Özel olarak sadece Orta Doğu’yu konu edinirsek; Bay Özkök
bilmiyor olabilir mi Orta Doğu’nun hem öncesi ve ama hem de yakın dönem
tarihini? Bilmiyor olabilir mi Orta Doğu’nun yaşadığı bu lanetli “makus
talihinin” bir fiil emperyalist devletler marifeti olduğunu?
Keza bugünün,
1. Emperyalist Paylaşım Savaşı sonuçlarının doğrudan kanlı
mirası olduğunu bilmiyor olabilir mi?
Keza bugünün Orta Doğu’sunun özgün sorunlarının başında
gelen “Filistin sorununun” bir fiil ABD ve İngiliz emperyalistlerinin eseri
olduğunu bilmiyor olabilir mi? Dünya halklarının en önde gelen baş
düşmanlarından olan bu emperyalist güçlerin
2. Emperyalist Paylaşım Savaşı akabinde, dünyanın dört bir
yanına dağılmış Yahudileri, tarihi Kenan Ülkesine getirtip orada Siyonist
emellerini gerçekleştirebilmeleri için kukla bir İsrail Devleti
kurdurttuklarını bilmiyor olabilir mi acaba? İsrail Devleti’nin, kurulduğu
tarihten bugüne, sürekli bir şekilde Filistinlerin topraklarının işgaliyle
topraklarını büyütmeye devam ettiğini bilmiyor olabilir mi? Son Gazze işgali,
sınır tanımayan yıkımı ve Filistin soykırımını bir fiil ve doğrudan ABD ve
İngiliz emperyalistleri başta olmak üzere yekvücut Batı Avrupa emperyalist
devletlerinin her türlü maddi-manevi desteğiyle yürüttüğünü bilmiyor olabilir
mi?
Elbette bunların hepsini biliyor. Fakat yalın gerçekleri
biliyor olmak bazıları için pek de bir şey ifade etmez. Çünkü böylelerinin
vicdan kantarı gerçekleri baz almaz. Onların tek ölçü birimi vardır; o da
vicdan ve akıllarını ipotek verdikleri emperyalist haydutların çıkarlarıdır.

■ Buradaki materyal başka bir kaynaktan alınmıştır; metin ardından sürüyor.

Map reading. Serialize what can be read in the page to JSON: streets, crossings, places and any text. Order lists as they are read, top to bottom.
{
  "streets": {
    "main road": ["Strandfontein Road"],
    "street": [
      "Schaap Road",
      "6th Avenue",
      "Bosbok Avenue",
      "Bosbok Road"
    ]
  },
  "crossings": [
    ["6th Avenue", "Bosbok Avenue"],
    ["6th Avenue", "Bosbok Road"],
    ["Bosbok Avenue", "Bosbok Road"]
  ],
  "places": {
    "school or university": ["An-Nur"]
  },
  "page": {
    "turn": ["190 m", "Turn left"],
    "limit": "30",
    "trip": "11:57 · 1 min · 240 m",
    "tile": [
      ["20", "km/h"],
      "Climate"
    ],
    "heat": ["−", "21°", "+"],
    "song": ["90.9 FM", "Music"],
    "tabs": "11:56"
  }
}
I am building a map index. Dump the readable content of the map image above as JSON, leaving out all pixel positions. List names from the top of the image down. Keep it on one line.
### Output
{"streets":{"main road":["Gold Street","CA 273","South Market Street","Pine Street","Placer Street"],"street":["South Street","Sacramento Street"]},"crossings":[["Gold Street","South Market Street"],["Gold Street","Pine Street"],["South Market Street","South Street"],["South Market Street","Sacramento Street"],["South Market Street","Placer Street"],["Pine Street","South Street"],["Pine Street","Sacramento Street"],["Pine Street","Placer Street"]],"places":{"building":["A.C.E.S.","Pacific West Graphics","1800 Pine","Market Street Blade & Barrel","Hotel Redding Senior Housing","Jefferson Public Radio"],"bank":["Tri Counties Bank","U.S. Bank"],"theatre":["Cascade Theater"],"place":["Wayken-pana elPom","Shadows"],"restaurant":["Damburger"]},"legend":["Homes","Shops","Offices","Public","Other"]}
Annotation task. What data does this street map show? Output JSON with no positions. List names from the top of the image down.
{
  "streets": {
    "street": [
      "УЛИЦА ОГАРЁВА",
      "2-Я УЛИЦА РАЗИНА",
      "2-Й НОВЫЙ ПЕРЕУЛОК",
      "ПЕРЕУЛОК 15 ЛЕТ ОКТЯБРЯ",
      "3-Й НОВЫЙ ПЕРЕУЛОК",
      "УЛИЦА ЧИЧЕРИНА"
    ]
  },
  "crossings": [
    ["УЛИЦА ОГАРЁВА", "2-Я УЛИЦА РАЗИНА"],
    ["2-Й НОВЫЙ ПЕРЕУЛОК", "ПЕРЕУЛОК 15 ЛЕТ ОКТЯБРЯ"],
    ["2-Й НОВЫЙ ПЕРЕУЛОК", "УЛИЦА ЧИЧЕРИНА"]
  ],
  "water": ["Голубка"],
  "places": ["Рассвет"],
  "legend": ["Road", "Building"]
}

İşte tamamen böyle olduğu içindir Gazze’yi havadan bombalarla, karadan
buldozerlerle yerle bir eden, çoluk çocuk demeden on binlerce sivili katleden,
yani Filistinlileri açıkça geleceksizliğe mahkûm eden faşist İsrail Devleti’nin
ardında ve yanında duran emperyalist güçlerin yardım ve desteğini bu yıkımdan
sorumlu tutmaz.
Tam aksine, gerçeği tersyüz ederek, Hizbullah’ın
Filistinlilerle geliştirdiği dayanışma direnişini, Hizbullah’ın İsrail’e savaş
açması olarak sunar. Dolayısıyla da İsrail ve ardındaki emperyalist güçlerin
gerçekleştirmekte olduğu bu yıkım ve soy kırım savaşının sorumlusunun Hizbullah
olduğunu göstermeye çalışır. Örneğin: “İran yanlısı Hizbullah’ın İsrail’e savaş
açması Filistin halkına destek değil tam aksine köstek oluyor.”, “Hizbullah
Gazze halkının değil İran’ın menfaatlerinin savaşını veriyor orada.” şeklindeki
bu sözleriyle. (Aynı yer.)
Arsızlıkta sınır tanımama hali bu olsa gerek. Sanki ortada
Gazze’nin yıkımı ve Filistin topraklarının işgal ve ilhakı yokmuş, bir halk
soykırımdan geçirilmiyormuş da sırf İran çıkarları gereği Hizbullah’ın sebepsiz
yere İsrail’e savaş açması durumu varmış!..
Oysa ortada Hizbullah tarafından İsrail’e açılmış bir savaş
gerçekliği de yok. Emperyalist dünya devletlerinin desteğiyle Siyonist İsrail
Devletinin ölçüsüz yıkıcılığı karşısında durup, mazlum Filistin halkının
direnişine omuz vermeye çalışmaktan ibaret bir pozisyon. Bunun, savaş
literatüründeki yalın karşılığının savunma savaşı olduğu açık değil midir?
Peki bay Özkök bunu bilmiyor olabilir mi?
Keşke cahilliğine verebilmek mümkün olsaydı. Ama maalesef
bay Özkök çok bilinçli bir şekilde sorunu manipüle ediyor:
Mazlumu ve destekçilerinin kendilerini savunma direnişini
saldırganlık; savaş suçu işlemekten yargılanan soykırımcı, işgalci ve zorba
Siyonistleri ve destekçilerini ise masum ve mazlum göstermeye çalışıyor.
Görünen o ki bay Özkök kendisini emperyalist güçler ve
İsrail Siyonistleri adına psikolojik harp enstrümanı olarak işlevlendirmiş. Ve
muhtemelen, Hizbullah lideri Hasan Nasrallah’ın İsrail tarafından katledilmiş
olmasından duyduğu sevinçle kıçına kına da yakmıştır.